== Input material ==
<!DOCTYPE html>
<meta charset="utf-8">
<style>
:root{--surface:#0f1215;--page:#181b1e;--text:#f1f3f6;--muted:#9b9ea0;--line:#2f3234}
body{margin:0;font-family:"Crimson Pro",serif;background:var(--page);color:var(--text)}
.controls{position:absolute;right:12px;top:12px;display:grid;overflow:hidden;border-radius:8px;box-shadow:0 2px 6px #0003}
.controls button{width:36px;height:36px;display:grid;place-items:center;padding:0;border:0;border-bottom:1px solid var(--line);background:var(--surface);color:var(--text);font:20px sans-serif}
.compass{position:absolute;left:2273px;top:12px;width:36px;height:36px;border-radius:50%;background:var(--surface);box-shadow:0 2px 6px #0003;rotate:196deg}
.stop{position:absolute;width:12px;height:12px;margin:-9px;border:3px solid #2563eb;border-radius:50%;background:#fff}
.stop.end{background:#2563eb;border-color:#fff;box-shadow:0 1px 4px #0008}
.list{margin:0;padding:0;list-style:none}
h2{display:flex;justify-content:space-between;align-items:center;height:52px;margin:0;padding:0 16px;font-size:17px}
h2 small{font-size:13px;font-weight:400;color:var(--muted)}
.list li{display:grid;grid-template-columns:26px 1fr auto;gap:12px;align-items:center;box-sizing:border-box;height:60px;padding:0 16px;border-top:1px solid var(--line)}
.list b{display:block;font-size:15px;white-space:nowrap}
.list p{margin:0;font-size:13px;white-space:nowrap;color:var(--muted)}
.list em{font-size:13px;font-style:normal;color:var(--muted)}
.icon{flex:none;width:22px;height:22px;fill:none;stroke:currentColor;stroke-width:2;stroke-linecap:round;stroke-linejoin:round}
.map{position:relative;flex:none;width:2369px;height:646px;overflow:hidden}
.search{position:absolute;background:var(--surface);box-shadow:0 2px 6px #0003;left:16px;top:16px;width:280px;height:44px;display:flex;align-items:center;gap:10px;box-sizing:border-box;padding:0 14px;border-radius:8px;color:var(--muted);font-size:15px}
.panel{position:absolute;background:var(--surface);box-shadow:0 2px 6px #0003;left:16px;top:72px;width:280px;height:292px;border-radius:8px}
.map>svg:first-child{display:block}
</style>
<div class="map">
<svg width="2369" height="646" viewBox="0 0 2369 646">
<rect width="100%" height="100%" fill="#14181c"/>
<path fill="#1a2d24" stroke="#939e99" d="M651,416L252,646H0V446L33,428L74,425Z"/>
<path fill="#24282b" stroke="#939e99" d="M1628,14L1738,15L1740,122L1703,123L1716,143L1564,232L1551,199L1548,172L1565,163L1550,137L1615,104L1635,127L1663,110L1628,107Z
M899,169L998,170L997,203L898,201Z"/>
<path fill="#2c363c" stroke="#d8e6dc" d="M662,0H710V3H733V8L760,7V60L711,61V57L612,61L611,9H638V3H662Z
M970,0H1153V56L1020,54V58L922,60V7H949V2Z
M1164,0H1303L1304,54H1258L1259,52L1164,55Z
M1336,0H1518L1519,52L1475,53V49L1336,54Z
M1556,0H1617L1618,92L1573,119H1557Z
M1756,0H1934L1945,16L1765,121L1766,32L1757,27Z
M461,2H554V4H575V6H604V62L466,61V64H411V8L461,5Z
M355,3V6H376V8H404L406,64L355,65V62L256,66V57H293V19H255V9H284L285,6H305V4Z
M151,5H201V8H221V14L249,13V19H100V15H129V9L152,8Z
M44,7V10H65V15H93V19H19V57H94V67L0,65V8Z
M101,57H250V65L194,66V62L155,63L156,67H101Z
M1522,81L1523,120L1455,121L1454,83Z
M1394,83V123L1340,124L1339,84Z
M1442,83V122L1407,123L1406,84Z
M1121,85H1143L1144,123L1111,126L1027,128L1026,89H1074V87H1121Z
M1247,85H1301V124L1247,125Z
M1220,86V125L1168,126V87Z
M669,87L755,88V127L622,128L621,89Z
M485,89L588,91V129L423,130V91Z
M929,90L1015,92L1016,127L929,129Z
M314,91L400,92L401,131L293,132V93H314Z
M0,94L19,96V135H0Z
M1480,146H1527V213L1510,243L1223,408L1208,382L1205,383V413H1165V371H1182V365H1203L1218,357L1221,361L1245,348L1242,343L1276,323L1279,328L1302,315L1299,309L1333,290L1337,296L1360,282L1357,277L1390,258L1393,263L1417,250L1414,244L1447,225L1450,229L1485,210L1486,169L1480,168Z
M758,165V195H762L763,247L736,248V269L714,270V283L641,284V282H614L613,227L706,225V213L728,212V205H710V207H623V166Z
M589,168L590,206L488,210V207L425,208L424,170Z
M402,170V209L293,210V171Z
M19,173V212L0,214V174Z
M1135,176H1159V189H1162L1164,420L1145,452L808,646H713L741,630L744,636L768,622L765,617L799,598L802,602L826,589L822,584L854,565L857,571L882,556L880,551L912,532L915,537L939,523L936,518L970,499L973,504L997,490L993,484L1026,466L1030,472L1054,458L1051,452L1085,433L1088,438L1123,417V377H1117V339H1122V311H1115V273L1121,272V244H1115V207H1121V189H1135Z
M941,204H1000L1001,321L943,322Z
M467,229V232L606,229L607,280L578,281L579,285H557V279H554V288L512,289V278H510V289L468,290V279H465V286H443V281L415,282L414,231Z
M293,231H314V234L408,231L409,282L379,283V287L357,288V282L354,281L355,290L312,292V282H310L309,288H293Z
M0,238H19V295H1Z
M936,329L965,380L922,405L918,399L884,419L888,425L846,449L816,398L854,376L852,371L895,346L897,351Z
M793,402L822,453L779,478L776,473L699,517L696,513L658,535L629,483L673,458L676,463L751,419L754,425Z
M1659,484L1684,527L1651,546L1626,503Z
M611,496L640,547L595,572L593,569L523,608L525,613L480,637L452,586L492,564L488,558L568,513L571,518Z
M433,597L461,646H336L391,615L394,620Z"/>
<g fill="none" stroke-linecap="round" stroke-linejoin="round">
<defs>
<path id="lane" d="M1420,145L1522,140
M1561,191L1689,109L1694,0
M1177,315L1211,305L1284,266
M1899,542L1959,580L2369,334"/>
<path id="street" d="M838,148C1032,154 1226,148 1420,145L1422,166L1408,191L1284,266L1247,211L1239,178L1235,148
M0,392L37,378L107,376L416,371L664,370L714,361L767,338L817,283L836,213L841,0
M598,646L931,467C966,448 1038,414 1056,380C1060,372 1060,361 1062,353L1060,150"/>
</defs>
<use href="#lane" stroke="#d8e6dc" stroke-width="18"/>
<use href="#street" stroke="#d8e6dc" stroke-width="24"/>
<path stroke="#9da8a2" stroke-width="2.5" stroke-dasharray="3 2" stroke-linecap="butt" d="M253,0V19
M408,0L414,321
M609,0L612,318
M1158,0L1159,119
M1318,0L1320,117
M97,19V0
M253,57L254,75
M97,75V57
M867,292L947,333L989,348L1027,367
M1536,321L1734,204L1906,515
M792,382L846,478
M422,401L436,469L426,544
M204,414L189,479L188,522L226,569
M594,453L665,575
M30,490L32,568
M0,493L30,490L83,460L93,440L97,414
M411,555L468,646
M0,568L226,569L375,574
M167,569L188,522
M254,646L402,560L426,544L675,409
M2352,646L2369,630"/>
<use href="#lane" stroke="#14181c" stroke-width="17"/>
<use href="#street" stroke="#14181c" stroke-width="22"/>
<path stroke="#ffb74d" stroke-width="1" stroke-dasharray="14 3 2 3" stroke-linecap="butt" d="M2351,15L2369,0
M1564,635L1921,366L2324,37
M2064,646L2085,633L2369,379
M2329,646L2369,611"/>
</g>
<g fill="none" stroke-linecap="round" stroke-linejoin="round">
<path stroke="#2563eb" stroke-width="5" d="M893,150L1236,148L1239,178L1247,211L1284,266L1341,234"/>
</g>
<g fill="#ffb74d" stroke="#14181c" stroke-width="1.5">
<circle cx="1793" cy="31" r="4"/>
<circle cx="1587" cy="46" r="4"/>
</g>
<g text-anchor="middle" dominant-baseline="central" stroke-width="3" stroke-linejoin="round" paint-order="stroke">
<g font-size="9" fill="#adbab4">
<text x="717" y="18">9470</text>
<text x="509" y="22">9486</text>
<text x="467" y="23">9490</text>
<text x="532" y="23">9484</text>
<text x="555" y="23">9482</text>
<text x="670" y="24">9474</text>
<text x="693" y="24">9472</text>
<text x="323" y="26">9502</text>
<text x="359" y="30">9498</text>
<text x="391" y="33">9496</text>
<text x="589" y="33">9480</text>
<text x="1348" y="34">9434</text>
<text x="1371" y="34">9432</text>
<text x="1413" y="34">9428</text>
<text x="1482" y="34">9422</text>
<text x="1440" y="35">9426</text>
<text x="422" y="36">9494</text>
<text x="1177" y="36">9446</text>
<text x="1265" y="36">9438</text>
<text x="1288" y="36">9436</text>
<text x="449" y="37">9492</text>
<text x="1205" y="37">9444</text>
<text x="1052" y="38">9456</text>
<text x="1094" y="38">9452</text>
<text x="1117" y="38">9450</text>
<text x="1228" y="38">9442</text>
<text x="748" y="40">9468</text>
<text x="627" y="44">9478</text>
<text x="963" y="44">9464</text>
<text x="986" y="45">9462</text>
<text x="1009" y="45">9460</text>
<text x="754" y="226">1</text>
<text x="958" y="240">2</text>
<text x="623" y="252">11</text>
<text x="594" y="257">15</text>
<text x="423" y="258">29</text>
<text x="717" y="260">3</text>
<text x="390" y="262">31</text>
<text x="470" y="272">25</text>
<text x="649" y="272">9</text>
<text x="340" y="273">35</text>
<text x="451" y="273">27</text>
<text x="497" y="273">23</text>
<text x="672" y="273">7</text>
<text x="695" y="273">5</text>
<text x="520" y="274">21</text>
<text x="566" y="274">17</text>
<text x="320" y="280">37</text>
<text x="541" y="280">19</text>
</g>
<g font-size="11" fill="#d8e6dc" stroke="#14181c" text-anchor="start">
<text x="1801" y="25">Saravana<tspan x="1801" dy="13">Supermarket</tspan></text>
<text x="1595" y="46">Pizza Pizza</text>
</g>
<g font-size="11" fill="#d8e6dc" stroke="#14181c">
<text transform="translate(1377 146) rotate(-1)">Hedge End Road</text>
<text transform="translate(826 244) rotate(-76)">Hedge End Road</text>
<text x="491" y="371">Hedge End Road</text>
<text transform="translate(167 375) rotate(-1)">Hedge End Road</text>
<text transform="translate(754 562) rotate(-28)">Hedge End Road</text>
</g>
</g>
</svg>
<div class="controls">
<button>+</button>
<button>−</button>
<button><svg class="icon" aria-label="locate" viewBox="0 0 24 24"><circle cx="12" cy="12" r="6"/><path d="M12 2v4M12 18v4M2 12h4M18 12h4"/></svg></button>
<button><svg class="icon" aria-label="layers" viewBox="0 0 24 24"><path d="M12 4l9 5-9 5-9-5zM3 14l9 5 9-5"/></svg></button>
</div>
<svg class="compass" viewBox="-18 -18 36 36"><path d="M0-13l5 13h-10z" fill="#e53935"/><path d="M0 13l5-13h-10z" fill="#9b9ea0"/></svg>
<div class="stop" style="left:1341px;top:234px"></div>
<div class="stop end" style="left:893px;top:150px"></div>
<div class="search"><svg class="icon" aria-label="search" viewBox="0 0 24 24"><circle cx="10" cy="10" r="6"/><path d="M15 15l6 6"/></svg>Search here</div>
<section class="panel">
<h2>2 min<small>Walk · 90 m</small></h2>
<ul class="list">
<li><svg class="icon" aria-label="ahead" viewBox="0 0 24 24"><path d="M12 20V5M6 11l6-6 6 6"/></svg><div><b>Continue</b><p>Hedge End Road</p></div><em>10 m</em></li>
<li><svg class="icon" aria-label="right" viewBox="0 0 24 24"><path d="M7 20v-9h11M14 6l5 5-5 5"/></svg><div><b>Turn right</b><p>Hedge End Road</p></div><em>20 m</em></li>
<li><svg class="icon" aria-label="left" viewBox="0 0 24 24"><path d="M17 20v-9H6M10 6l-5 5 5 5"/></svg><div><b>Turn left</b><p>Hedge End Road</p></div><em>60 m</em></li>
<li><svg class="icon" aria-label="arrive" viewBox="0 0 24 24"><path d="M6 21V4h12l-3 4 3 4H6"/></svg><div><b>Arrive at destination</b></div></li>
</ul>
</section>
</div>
===
* _Requirement_: The answer is a number only: how many lines of the data above include "list"?

* _Answer space_: 6